Lentiviral vectors engineered to overexpress the glial cell-derived neurotrophic factor (GDNF) gene in hippocampal astrocytes of 3xTg-AD mice in vivo were shown to be safe and effective, both as a potential gene therapy as well as a tool to uncover the mechanisms of GDNF neuroprotection in Alzheimer disease (27).

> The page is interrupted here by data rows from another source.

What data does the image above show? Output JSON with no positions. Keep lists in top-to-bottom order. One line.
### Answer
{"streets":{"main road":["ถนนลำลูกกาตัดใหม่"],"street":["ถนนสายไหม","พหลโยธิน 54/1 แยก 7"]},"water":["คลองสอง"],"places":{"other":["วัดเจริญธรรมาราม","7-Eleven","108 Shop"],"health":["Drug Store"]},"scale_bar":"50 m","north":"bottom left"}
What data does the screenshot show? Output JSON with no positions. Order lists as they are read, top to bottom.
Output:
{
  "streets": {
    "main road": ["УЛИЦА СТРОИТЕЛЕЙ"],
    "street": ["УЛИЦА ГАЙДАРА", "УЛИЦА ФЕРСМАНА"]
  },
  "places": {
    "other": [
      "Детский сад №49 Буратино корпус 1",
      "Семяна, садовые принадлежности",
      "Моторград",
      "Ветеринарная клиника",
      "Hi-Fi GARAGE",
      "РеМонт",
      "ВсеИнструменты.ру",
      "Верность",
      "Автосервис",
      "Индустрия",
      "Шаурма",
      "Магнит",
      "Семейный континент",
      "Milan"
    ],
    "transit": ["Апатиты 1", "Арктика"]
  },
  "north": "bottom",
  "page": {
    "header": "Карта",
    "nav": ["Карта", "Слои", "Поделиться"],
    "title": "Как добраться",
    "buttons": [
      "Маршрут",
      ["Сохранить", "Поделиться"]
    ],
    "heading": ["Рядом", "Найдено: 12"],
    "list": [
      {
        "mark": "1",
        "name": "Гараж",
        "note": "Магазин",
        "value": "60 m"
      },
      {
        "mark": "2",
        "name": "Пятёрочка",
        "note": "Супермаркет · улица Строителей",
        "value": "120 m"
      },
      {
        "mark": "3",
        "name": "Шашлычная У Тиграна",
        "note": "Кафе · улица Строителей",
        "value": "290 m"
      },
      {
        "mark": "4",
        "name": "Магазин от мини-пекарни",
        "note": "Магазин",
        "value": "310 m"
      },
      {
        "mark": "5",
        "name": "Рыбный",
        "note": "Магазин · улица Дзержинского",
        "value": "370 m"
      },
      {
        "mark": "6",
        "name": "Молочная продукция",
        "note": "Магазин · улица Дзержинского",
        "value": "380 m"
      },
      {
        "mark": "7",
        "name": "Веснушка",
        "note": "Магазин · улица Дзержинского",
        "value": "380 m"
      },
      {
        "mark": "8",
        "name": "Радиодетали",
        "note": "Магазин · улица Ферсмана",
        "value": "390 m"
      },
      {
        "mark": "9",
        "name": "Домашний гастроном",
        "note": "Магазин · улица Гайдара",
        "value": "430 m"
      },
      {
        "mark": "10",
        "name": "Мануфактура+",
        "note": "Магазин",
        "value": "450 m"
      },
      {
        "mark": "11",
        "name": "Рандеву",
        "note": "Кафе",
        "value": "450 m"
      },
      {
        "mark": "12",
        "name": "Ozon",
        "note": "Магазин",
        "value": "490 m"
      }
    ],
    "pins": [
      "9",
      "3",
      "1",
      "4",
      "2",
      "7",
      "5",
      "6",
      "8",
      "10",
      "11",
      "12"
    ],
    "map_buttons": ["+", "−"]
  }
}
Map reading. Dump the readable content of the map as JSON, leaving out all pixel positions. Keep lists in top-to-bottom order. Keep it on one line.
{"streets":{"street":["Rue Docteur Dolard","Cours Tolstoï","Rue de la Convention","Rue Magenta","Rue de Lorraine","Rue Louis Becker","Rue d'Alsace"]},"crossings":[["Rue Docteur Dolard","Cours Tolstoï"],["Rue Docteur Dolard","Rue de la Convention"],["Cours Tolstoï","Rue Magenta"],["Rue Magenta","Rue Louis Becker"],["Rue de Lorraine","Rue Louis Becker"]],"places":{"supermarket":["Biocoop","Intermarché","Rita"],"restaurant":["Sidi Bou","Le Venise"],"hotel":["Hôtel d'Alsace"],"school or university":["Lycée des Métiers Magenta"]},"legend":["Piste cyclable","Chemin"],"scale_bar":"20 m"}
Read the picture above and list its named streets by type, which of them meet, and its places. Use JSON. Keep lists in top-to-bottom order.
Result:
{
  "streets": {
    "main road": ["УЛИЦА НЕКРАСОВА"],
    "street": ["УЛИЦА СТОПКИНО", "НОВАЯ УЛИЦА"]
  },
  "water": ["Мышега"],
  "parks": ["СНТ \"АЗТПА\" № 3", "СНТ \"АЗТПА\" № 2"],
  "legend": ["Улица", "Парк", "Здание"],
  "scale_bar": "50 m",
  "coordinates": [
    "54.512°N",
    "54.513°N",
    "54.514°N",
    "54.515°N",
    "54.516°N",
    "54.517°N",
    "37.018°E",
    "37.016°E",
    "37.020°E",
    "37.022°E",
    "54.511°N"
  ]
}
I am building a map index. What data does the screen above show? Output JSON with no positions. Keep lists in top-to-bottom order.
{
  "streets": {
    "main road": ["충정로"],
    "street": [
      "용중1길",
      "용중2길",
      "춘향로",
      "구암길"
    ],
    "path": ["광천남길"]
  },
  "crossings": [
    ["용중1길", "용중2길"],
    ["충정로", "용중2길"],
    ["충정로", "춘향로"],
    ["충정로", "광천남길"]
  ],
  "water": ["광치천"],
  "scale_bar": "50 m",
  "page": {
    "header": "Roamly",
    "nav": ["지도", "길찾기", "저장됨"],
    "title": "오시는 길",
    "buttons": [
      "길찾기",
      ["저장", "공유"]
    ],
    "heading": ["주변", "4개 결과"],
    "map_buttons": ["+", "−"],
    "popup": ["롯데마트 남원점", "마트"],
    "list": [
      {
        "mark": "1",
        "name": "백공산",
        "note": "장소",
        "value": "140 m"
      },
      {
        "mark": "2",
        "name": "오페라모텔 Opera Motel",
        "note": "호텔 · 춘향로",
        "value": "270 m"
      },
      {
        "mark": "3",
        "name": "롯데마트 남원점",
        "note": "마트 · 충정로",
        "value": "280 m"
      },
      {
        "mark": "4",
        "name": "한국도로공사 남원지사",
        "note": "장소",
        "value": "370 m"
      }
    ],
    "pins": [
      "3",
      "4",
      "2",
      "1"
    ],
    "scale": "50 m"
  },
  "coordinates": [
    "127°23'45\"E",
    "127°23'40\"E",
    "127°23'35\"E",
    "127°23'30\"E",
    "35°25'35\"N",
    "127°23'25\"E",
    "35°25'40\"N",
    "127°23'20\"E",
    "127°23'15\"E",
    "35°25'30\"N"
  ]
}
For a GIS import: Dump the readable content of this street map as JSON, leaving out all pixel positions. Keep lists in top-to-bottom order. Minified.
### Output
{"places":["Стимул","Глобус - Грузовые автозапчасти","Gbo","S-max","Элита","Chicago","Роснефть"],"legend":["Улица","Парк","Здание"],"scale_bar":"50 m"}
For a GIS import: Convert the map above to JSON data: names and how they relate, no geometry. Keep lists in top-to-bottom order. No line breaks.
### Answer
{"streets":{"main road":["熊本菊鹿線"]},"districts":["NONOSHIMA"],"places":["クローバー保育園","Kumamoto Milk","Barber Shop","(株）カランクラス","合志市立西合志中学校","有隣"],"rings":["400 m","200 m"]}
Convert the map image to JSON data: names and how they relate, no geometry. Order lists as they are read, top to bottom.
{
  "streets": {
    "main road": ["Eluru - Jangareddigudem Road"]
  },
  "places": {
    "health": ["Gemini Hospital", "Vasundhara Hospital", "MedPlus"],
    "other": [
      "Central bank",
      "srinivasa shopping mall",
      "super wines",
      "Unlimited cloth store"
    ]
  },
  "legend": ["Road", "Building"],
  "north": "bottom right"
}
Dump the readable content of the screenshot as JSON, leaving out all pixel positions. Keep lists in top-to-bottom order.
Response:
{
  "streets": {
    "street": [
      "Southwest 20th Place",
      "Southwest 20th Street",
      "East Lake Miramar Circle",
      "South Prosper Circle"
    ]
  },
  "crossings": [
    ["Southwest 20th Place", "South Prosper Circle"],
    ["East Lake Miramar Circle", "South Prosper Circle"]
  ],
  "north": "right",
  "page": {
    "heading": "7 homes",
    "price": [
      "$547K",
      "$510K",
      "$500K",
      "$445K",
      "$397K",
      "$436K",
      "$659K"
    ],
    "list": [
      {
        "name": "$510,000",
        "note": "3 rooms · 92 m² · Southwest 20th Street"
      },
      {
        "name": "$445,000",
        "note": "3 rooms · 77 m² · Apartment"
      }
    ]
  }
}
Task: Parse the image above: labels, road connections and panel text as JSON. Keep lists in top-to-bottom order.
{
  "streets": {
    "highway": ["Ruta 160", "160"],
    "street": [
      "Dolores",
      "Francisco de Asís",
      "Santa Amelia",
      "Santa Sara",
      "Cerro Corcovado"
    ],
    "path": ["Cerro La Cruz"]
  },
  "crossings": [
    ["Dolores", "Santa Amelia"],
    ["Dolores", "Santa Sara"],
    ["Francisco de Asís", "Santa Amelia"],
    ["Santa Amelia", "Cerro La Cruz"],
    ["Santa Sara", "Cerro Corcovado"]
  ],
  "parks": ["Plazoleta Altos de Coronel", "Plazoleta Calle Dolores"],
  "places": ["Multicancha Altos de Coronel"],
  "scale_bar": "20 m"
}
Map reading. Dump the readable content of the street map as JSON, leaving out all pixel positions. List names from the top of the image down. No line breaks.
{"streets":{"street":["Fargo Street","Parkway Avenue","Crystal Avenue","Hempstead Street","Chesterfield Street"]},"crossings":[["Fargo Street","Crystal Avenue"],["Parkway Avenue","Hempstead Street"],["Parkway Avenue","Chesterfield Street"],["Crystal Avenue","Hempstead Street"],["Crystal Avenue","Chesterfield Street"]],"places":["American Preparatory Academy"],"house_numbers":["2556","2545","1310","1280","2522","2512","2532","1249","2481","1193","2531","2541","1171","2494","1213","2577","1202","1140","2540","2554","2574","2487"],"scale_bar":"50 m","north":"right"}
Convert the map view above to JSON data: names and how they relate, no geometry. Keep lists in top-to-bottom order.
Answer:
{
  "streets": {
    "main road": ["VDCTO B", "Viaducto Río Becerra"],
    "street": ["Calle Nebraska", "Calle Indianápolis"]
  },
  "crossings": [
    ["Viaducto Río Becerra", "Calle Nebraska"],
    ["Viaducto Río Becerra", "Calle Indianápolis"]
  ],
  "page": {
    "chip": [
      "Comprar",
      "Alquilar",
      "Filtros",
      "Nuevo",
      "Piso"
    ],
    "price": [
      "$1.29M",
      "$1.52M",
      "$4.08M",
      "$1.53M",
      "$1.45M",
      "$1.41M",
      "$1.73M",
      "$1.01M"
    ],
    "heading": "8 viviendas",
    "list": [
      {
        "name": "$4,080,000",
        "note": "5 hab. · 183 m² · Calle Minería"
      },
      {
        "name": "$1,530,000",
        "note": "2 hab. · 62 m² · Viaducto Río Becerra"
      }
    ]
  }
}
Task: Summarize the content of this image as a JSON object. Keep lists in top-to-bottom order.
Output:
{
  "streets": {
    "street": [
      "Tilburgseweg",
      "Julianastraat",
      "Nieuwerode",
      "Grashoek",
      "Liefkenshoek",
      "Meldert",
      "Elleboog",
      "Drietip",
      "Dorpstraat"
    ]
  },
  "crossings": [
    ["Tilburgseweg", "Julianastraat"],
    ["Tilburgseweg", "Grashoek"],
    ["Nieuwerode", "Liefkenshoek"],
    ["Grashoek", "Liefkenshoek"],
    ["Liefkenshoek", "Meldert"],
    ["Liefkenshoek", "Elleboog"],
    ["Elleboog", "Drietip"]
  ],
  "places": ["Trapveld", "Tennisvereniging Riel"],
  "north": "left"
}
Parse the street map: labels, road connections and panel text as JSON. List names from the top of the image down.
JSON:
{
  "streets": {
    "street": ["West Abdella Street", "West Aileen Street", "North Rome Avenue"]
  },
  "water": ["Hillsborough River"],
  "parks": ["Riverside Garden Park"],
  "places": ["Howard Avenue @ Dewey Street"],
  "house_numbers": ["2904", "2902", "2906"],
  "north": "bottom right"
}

As in the case of other neurodegenerative disorders, it is possible that gene therapy can be combined with systemic cholinomimetic therapy. If amyloid deposit is a primary event, it will provide a strong rationale to target amyloid deposits for therapeutic intervention. Several amyloid-based approaches are in the preclinical stage and are expected to advance to clinical trials in the next few years. In 1 of these projects, transgenic neurons expressing human Bcl-2 were partially protected against amyloid beta-peptide-induced neuronal death. This neuroprotection appears to be related to the complete inhibition of apoptosis induced by both amyloid beta-peptides, which can form the basis of gene therapy for Alzheimer disease.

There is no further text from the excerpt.